Material for this task section start

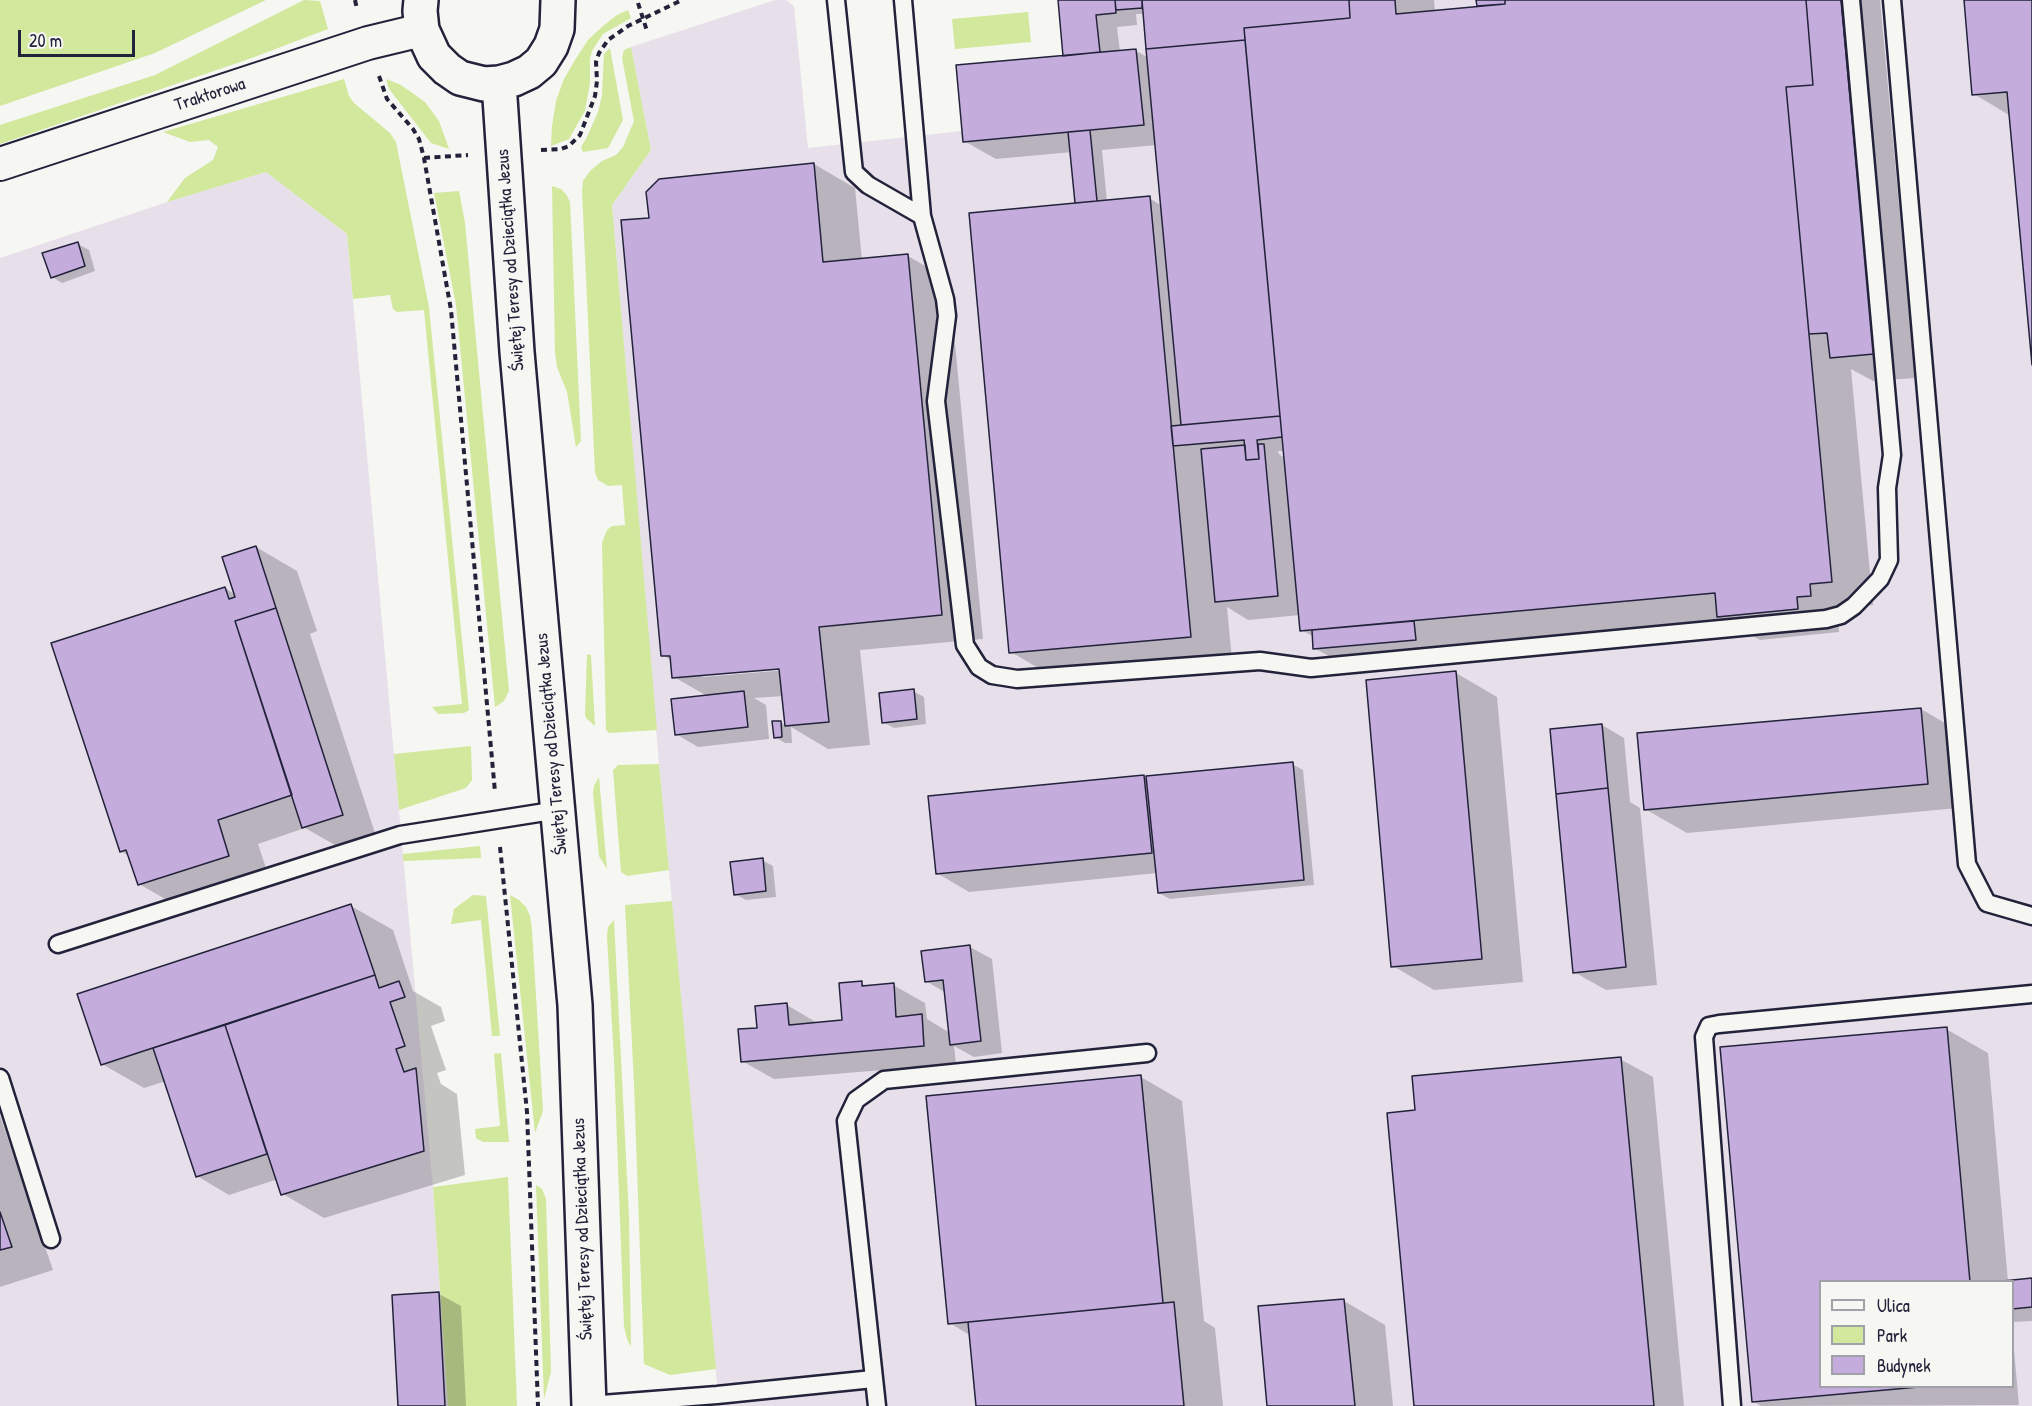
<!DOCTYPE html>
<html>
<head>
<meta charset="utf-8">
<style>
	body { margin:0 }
	#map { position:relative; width:2032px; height:1406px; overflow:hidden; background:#f6f6f2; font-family:"Patrick Hand",sans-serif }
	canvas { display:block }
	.legend { position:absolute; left:1819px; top:1280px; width:195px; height:108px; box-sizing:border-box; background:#f6f6f2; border:2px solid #a1a1a9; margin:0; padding:8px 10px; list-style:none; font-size:18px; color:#22223b }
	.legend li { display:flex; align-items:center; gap:12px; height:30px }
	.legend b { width:30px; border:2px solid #a1a1a9 }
	.scale { position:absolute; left:18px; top:30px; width:117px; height:27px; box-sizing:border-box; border:3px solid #22223b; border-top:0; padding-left:8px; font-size:18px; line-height:21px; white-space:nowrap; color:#22223b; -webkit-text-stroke:4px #f6f6f2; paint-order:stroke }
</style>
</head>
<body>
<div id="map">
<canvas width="2032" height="1406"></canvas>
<ul class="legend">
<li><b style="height:8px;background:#f6f6f2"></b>Ulica</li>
<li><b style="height:16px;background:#d1e89d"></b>Park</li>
<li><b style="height:16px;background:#c4addc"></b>Budynek</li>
</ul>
<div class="scale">20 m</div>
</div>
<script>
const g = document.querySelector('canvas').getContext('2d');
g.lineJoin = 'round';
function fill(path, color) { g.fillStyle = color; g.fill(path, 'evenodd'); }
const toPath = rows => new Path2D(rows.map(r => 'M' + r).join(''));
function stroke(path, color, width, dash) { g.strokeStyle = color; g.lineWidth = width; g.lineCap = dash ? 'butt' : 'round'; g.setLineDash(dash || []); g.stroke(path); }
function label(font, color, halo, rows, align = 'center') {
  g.font = font + ' "Patrick Hand",sans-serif'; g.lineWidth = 5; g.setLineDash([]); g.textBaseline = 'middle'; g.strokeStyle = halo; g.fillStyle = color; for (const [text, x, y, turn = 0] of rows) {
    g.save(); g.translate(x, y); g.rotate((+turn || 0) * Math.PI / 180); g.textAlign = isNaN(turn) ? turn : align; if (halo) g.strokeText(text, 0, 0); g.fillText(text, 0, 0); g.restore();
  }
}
const built = toPath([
	[775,0,786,0,794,6,808,148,962,131,956,65,1063,55,1058,0,2032,0,2032,1406,719,1406,659,764,612,205,651,150,631,47],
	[1820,1282,2012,1282,2012,1386,1820,1386],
	[266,172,347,234,433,1187,448,1406,0,1406,0,258,167,202]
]);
const green = toPath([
	[0,0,266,0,155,53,0,106],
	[304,0,320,1,328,29,249,59,0,144,0,125,155,75],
	[628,10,631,18,603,34,592,51,590,59,590,83,585,111,569,139,551,146,552,126,556,101,564,79,575,60,588,40,603,26,617,15],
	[1028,12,1031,42,955,49,952,19],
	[631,47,651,150,612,205,657,730,609,733,606,730,602,543,607,530,612,526,625,525,622,485,608,486,598,480,595,472,582,191,583,181,590,171,602,161,616,155,623,147,634,121,622,58,624,50],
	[610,48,623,120,608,148,583,152,581,147,586,139,598,112,602,95,604,54],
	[344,79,349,96,354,103,390,133,396,142,429,307,469,710,464,713,438,714,432,707,462,704,424,310,397,312,393,309,390,295,353,299,347,234,266,172,167,202,185,178,213,160,218,147,209,140,190,142,163,132],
	[386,79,401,85,425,102,439,121,449,149,431,143,389,89],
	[552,186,561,189,566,194,570,202,581,441,576,447,567,392,557,367,555,352],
	[459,191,465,223,509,691,504,701,495,707,456,305,434,193],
	[587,654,591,655,595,726,587,719,585,715],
	[471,746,472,780,466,788,399,810,394,754],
	[659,764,669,870,627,876,621,872,613,770,618,765],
	[599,777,607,869,599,856,593,793,594,786],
	[480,846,481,858,403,861,403,854],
	[473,895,486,896,500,1036,492,1036,481,920,451,924,454,909],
	[510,895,519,900,526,907,530,916,532,930,543,1111,535,1133],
	[672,901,716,1369,670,1375,644,1364,634,1084,625,905],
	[614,920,629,1217,631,1347,627,1339,624,1326,614,1060,607,937,608,927],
	[501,1053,509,1142,483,1142,476,1138,475,1129,500,1126,494,1054],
	[508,1177,517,1406,448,1406,433,1187],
	[536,1185,542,1189,546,1199,551,1372,544,1399]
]);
const shadow = toPath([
	[1059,0,1434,0,1435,12,1482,8,1478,6,1477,0,1880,0,1915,378,1873,381,1851,369,1873,605,1851,607,1852,619,1838,621,1839,632,1760,640,1725,620,1437,646,1437,651,1336,660,1314,648,1314,637,1302,630,1300,615,1248,620,1227,607,1232,660,1052,676,1011,652,1077,205,1072,152,996,159,964,141,1068,57],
	[1136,14,1145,14,1149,58,1136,51,1120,52,1117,27,1137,25],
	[1157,145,1162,206,1149,198,1107,202,1102,150],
	[1278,451,1285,451,1286,459,1279,454],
	[1965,0,2032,0,2032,348,2009,115,1974,94],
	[814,164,855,188,862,260,908,256,949,280,983,639,860,650,870,745,828,749,791,727,792,743,785,743,775,737,780,722,787,726,784,696,754,698,766,705,769,739,698,747,676,734,707,696,674,677,672,661,663,655,651,219],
	[787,667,787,670,703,677,700,674],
	[78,244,89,250,95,271,62,283,52,277],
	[256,547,297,571,317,631,310,634,375,833,335,845,305,828,258,844,270,880,181,908,139,884,130,857,121,851,225,588,236,595],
	[1456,673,1497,697,1523,982,1434,990,1393,966],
	[913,691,924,697,926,724,894,728,883,722],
	[1921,709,1962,733,1969,807,1687,833,1645,809],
	[1602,725,1624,738,1630,802,1640,808,1657,985,1606,990,1574,972],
	[1292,764,1303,770,1314,885,1170,899,1159,893,1157,873,969,892,937,873,1144,777,1146,778],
	[762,860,773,866,776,897,746,900,735,894],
	[351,906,393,930,413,991,441,1007,445,1021,431,1026,446,1070,437,1073,441,1084,457,1094,465,1175,324,1218,283,1194,278,1179,229,1195,197,1176,166,1081,144,1088,102,1064],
	[970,947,992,959,1002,1053,974,1057,954,1046,956,1064,774,1079,742,1061,758,1029,787,1005,819,1024,844,1022,861,983,868,987,893,985,925,1003,927,1019,950,1033,946,993,926,981],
	[1946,1029,1988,1053,2008,1282,1820,1282,1820,1386,2012,1386,2012,1328,2019,1405,1761,1406,1753,1401],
	[1620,1059,1653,1077,1684,1406,1416,1406,1417,1111],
	[1141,1077,1182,1101,1204,1321,1215,1328,1223,1406,978,1406,971,1336,950,1323],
	[0,1116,53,1270,0,1287],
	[2032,1280,2032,1321,2012,1322,2012,1282],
	[439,1294,461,1306,466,1406,399,1406],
	[1344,1301,1385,1325,1393,1406,1268,1406]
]);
const building = toPath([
	[1058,0,1115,0,1116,13,1096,15,1100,52,1063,56,1058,0],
	[1115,0,1142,0,1142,8,1116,10,1115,0],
	[1142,0,1349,0,1350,18,1244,28,1245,40,1146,49,1142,0],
	[1349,0,1395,0,1396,14,1505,4,1505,0,1806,0,1813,85,1786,87,1832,582,1810,584,1811,596,1797,597,1798,609,1717,617,1715,593,1300,631,1244,28,1350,18,1349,0],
	[1476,0,1505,0,1505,4,1477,6,1476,0],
	[1806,0,1841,0,1874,354,1830,358,1827,333,1809,334,1786,87,1813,85,1806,0],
	[1964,0,2032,0,2032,365,2007,92,1972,95,1964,0],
	[1245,40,1280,416,1181,425,1146,49,1245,40],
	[1136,49,1144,125,963,142,956,65,1136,49],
	[1090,130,1097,201,1075,203,1068,132,1090,130],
	[814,163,823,262,908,254,942,615,819,627,829,722,785,726,779,669,672,678,670,656,661,656,621,220,649,218,646,192,659,179,814,163],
	[1150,196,1191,637,1009,653,969,213,1150,196],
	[78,242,85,266,51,278,42,253,78,242],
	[1280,416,1282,437,1257,440,1259,459,1246,460,1244,440,1173,446,1171,426,1280,416],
	[1258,444,1264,444,1278,596,1215,602,1201,449,1245,445,1246,460,1259,459,1258,444],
	[256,546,276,608,235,621,292,795,218,820,229,856,138,885,126,850,120,852,51,643,225,587,229,599,235,597,222,557,256,546],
	[276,608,343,815,302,828,235,621,276,608],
	[1414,621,1416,640,1313,649,1312,630,1414,621],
	[1456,671,1482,959,1391,967,1366,680,1456,671],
	[914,689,917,719,882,723,879,693,914,689],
	[744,691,748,727,675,735,671,699,744,691],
	[1921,708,1928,784,1644,810,1637,733,1921,708],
	[772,721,781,721,782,737,774,738,772,721],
	[1602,724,1608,788,1556,794,1550,729,1602,724],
	[1293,762,1304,880,1158,893,1146,776,1293,762],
	[1144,775,1152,853,936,874,928,796,1144,775],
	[1608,788,1626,967,1573,973,1556,794,1608,788],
	[763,858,766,891,734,895,730,862,763,858],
	[351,904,375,975,101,1065,77,994,351,904],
	[970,945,981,1041,950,1045,943,980,925,982,921,951,970,945],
	[375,975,379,988,399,981,405,997,390,1002,405,1046,396,1049,404,1072,416,1068,424,1151,281,1195,225,1025,375,975],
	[862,981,862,986,894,983,896,1017,922,1014,924,1046,741,1062,738,1029,757,1028,755,1006,787,1003,789,1025,842,1020,839,983,862,981],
	[225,1025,267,1154,196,1177,153,1048,225,1025],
	[1947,1027,1970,1282,1820,1282,1820,1386,1930,1386,1752,1402,1720,1047,1947,1027],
	[1621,1057,1654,1406,1414,1406,1387,1113,1415,1110,1412,1076,1621,1057],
	[1141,1075,1163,1303,948,1324,926,1096,1141,1075],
	[0,1212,12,1247,0,1250,0,1212],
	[2032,1278,2032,1307,2012,1309,2012,1282,1993,1282,2032,1278],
	[439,1292,445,1406,398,1406,392,1295,439,1292],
	[1344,1299,1355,1406,1267,1406,1258,1306,1344,1299],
	[1174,1302,1184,1406,976,1406,968,1322,1174,1302]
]);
const path = toPath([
	[355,0,357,9],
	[638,3,647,31],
	[379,76,387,99,413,129,419,139,424,158,451,310,495,792],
	[541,150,561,149,569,146,580,135,595,96,597,81,596,62,599,53,608,40,628,26,682,0],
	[424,158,468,155],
	[500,847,527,1112,538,1406]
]);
const lane = toPath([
	[836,0,854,172,868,185,922,216],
	[903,0,922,216,945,299,947,316,936,401,965,645,979,667,992,675,1017,679,1260,661,1311,668,1826,619,1841,615,1854,606,1880,579,1889,560,1887,488,1892,455,1851,0],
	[1892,0,1967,864,1987,903,2032,916],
	[58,944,400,835,558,810],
	[0,1078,51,1239],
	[589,1405,717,1395,873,1379],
	[877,1406,846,1121,856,1100,884,1080,1147,1053],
	[1732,1406,1704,1037,1709,1026,1719,1024,2032,994]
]);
const street = toPath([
	[0,164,368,43,422,30]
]);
const secondary = toPath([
	[421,0,420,11,422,30,434,56,447,69,460,78,484,84,499,83,514,79,529,72,541,62,551,46,557,29,558,0],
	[499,83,517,352,575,1005,589,1406]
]);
const streetNames = [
	["Traktorowa",210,95,-18],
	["Świętej Teresy od Dzieciątka Jezus",511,260,-94],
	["Świętej Teresy od Dzieciątka Jezus",552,744,-95],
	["Świętej Teresy od Dzieciątka Jezus",583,1229,-92]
];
fill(built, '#e7e0eb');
fill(green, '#d1e89d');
fill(shadow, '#0003');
fill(building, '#c4addc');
stroke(building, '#22223b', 1.5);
stroke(lane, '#22223b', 21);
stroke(street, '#22223b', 36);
stroke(secondary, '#22223b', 38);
stroke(path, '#22223b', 4, [6, 4.5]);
stroke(lane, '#f6f6f2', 16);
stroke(street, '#f6f6f2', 32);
stroke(secondary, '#f6f6f2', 33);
label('18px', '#22223b', '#f6f6f2', streetNames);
</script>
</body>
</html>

Material for this task section end

What the exercise asks – Your task is to copy every line in the entries that holds the string "halo".

Solution to this exercise –
function label(font, color, halo, rows, align = 'center') {
  g.font = font + ' "Patrick Hand",sans-serif'; g.lineWidth = 5; g.setLineDash([]); g.textBaseline = 'middle'; g.strokeStyle = halo; g.fillStyle = color; for (const [text, x, y, turn = 0] of rows) {
    g.save(); g.translate(x, y); g.rotate((+turn || 0) * Math.PI / 180); g.textAlign = isNaN(turn) ? turn : align; if (halo) g.strokeText(text, 0, 0); g.fillText(text, 0, 0); g.restore();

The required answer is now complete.